Try it
Pull out every line below containing the word "Parada".

Input material
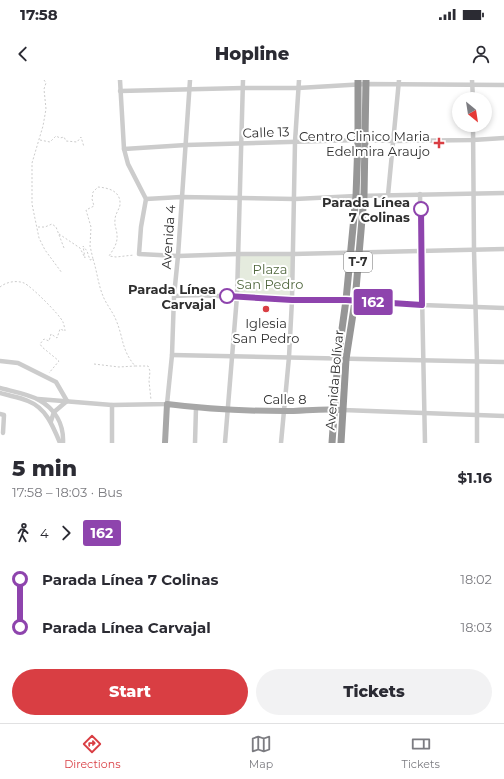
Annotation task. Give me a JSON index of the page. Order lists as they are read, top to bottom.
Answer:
{
  "streets": {
    "highway": ["T-7", "Avenida Bolívar"],
    "main road": ["Avenida 4", "Calle 8"],
    "street": ["Calle 13"]
  },
  "crossings": [
    ["Calle 13", "Avenida 4"],
    ["Calle 13", "Avenida Bolívar"],
    ["Avenida 4", "Calle 8"],
    ["Avenida Bolívar", "Calle 8"]
  ],
  "parks": ["Plaza San Pedro"],
  "places": {
    "health": ["Centro Clinico Maria Edelmira Araujo"],
    "other": ["Parada Línea 7 Colinas", "Parada Línea Carvajal", "Iglesia San Pedro"]
  },
  "lines": ["bus line 162"],
  "north": "bottom right",
  "page": {
    "status": "17:58",
    "header": "Hopline",
    "on_map": "162",
    "heading": ["5 min", "17:58 – 18:03 · Bus", "$1.16"],
    "legs": ["4", "162"],
    "list": [
      {
        "name": "Parada Línea 7 Colinas",
        "value": "18:02"
      },
      {
        "name": "Parada Línea Carvajal",
        "value": "18:03"
      }
    ],
    "buttons": ["Start", "Tickets"],
    "tabs": ["Directions", "Map", "Tickets"]
  }
}
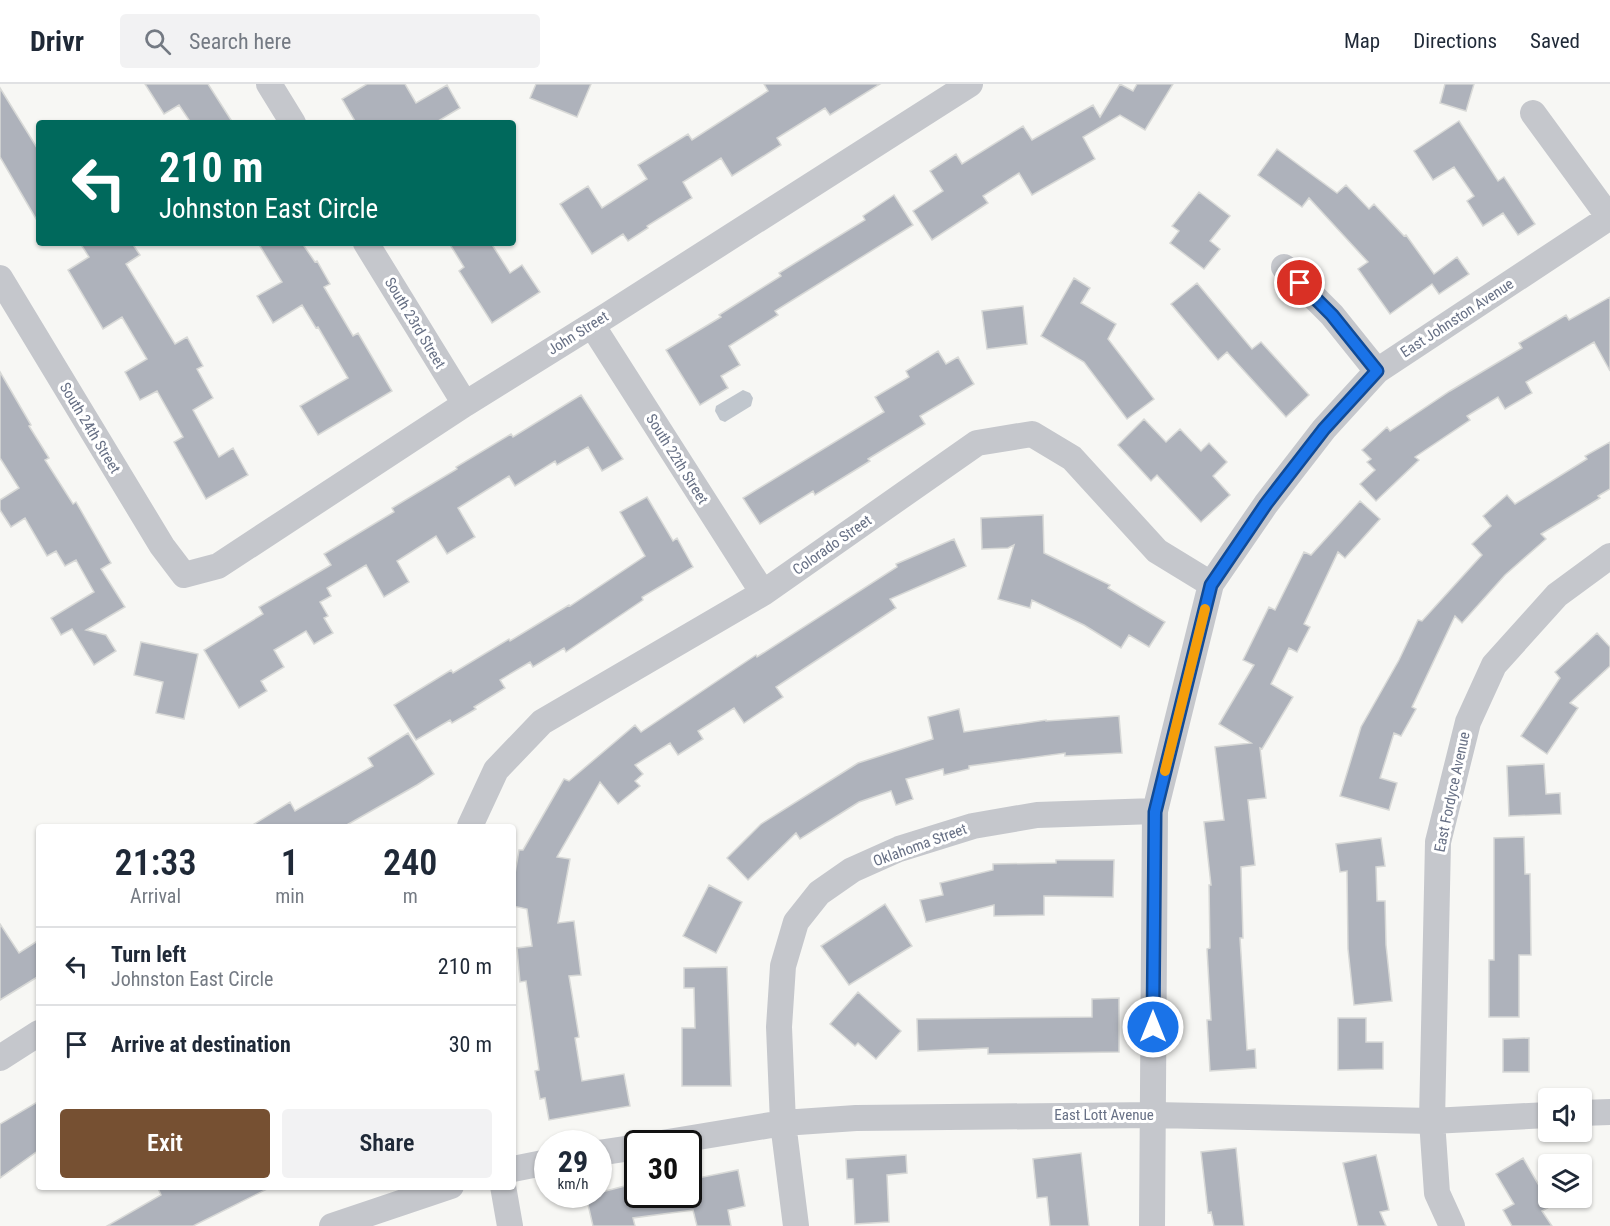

Finished task
    "other": ["Parada Línea 7 Colinas", "Parada Línea Carvajal", "Iglesia San Pedro"]
        "name": "Parada Línea 7 Colinas",
        "name": "Parada Línea Carvajal",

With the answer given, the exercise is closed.